Plants in a water garden overview
- Plants add color and interest to a pond, reduce algae by shading water, reduce evaporation and release oxygen which is used by fish.
- Do not use too many plants. Some open water should be visible.
- Wait 24 hours after adding water before you add plants.
- Waterlilies can be grown in ponds for the summer. Tropical types do not do well, as they cannot tolerate our cool nights. Hardy ones may be treated as annuals or kept over the winter indoors.
- Waterlilies must be grown in a sunny spot and prefer still water, so should not be near the pump, bubbler, spray, etc.
- Plant in heavy clay soil, and cover the surface with sharp sand or peagravel.
- When planting, do not cover the crown of the plant with soil.
- There is no need for drainage holes in the pot. It is already under water. Special baskets are available, but you can use plastic kitchenware, or burlap lined wire baskets.
- Special fertilizer tablets are available to put into the bottom of the container before planting. They are heavy fertilizer users.
- Oxygenators are the pond's filter system. They use nitrogen before the algae can use it, and add oxygen needed by fish
- They can be potted, or floating with their roots and stems submerged and flowers above water.
Marginal Bog Plants
- Plants at the edge of a pond should look natural, as if they grew there.
- The area around a pond is not usually wet, as a natural bog would be. A trough of PVC around the pond edge with no drainage containing humusy soil, can be used but it must be consistently damp and must be checked regularly.
- It is easier to use plants that tolerate drier soil that mimic typical bog plants. Ornamental grasses, irises, look very attractive around ponds, and need good drainage.

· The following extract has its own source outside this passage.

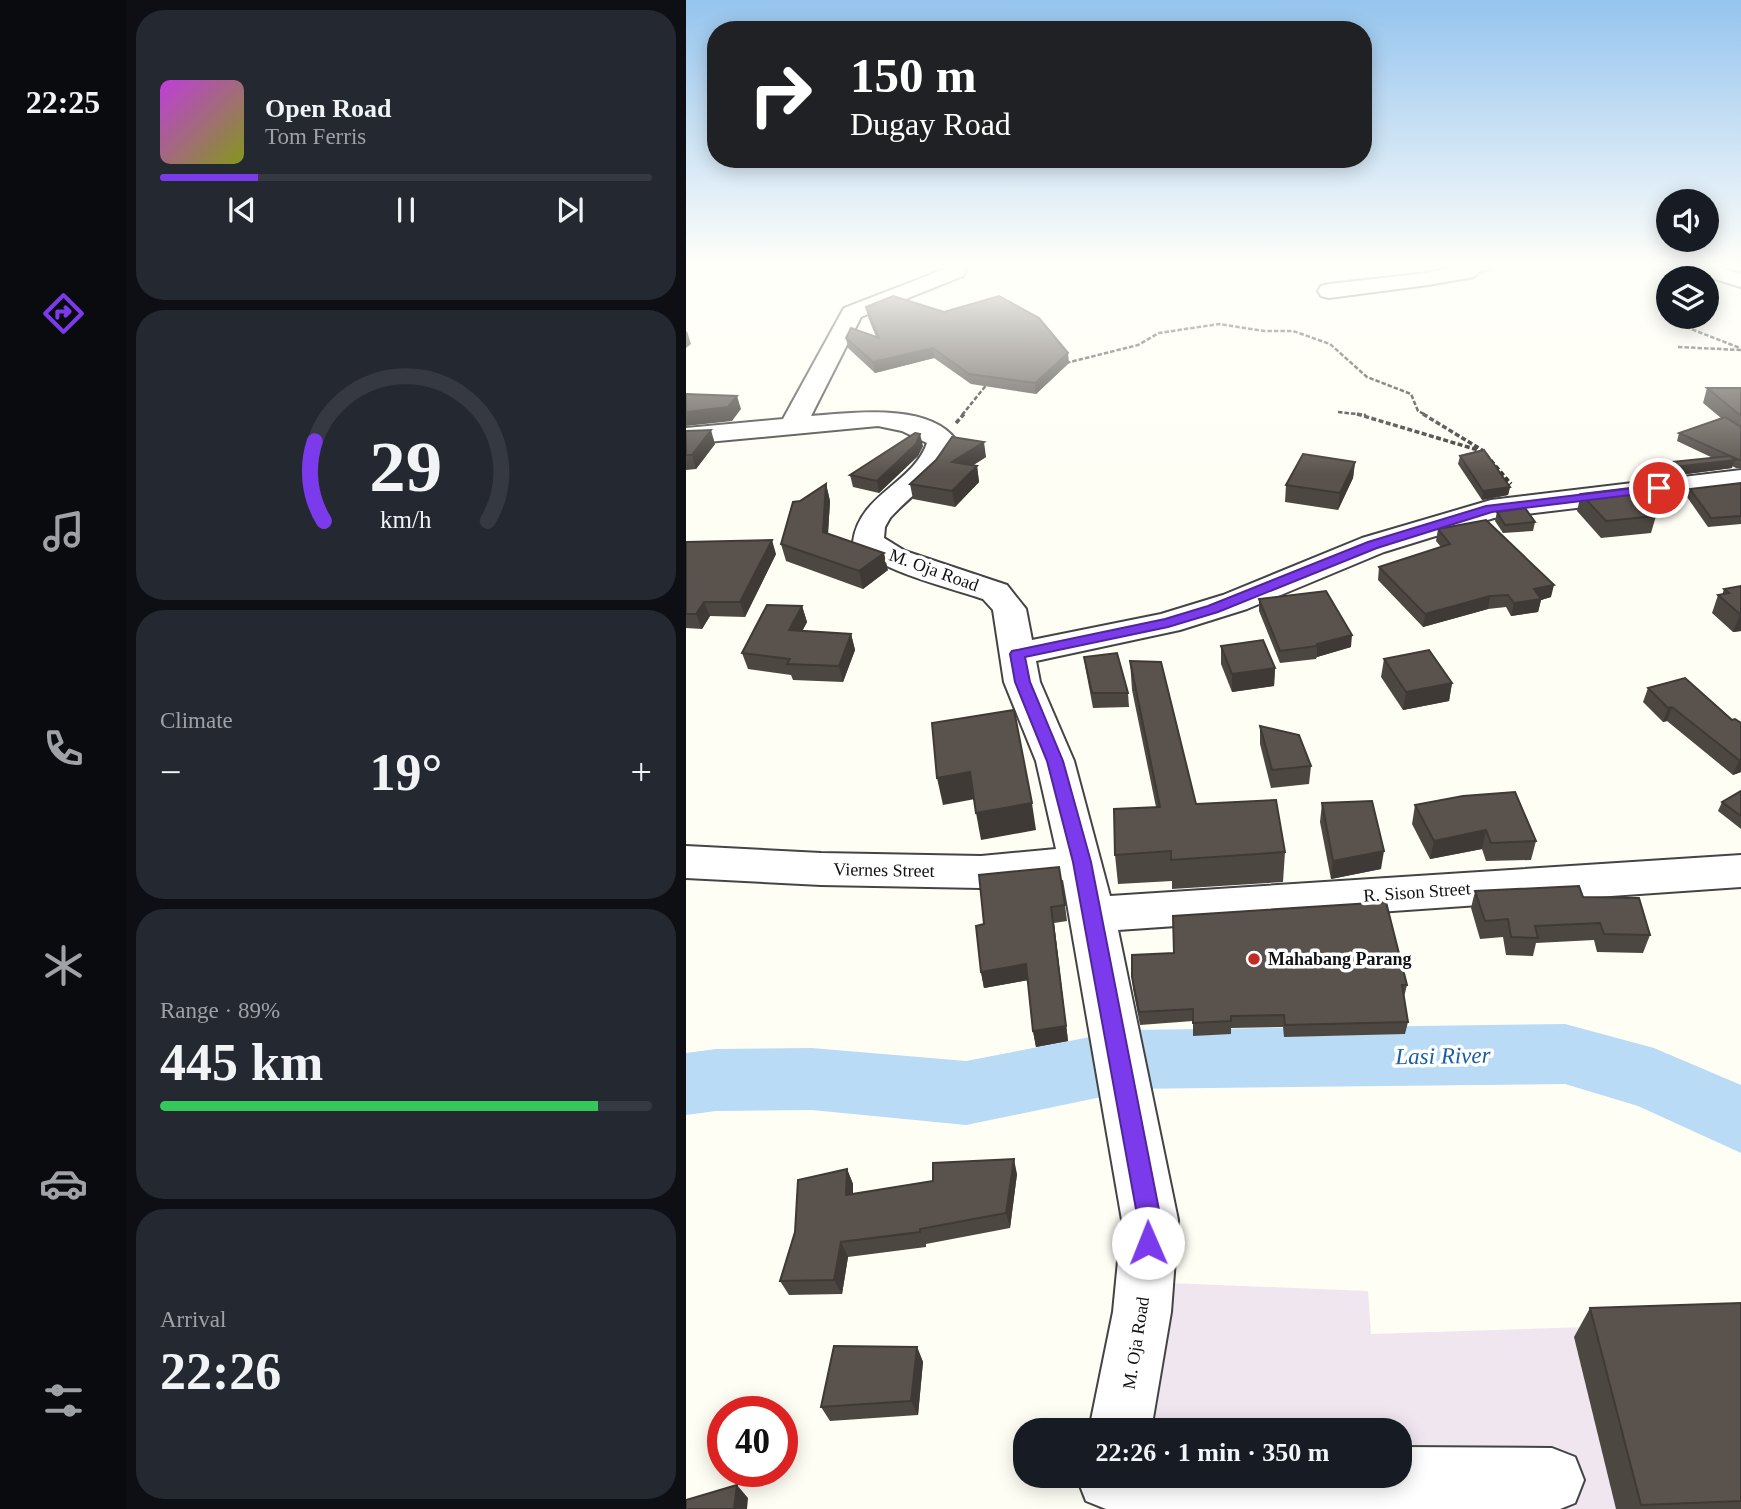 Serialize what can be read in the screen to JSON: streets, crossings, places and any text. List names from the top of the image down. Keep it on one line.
{"streets":{"street":["M. Oja Road","Viernes Street","R. Sison Street"]},"crossings":[["M. Oja Road","Viernes Street"],["M. Oja Road","R. Sison Street"]],"water":["Lasi River"],"places":["Mahabang Parang"],"page":{"tabs":"22:25","turn":["150 m","Dugay Road"],"song":["Open Road","Tom Ferris"],"tile":["Climate",["Range · 89%","445 km"],["Arrival","22:26"]],"heat":["−","19°","+"],"limit":"40","trip":"22:26 · 1 min · 350 m","gauge":["29","km/h"]}}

Oxygenators help filter the water and utilize nutrients that algae otherwise use, so their utilization cuts down on algae formation. They float on the water surface. Floating plants and potted plants with floating leaves such as water lilies, cover a portion of the water surface, so also cut down on algae production by eliminating sunlight on the water. They also are very attractive additions to the pond. Marginal plants, in pots on shelves or upturned pots in the pool at the edges, grow in soil, and add a natural appearance to the pond. Plants can mimic what would normally grow in a bog around a natural pond. The area surrounding an artificial pond is usually dry, so bog plants not do well.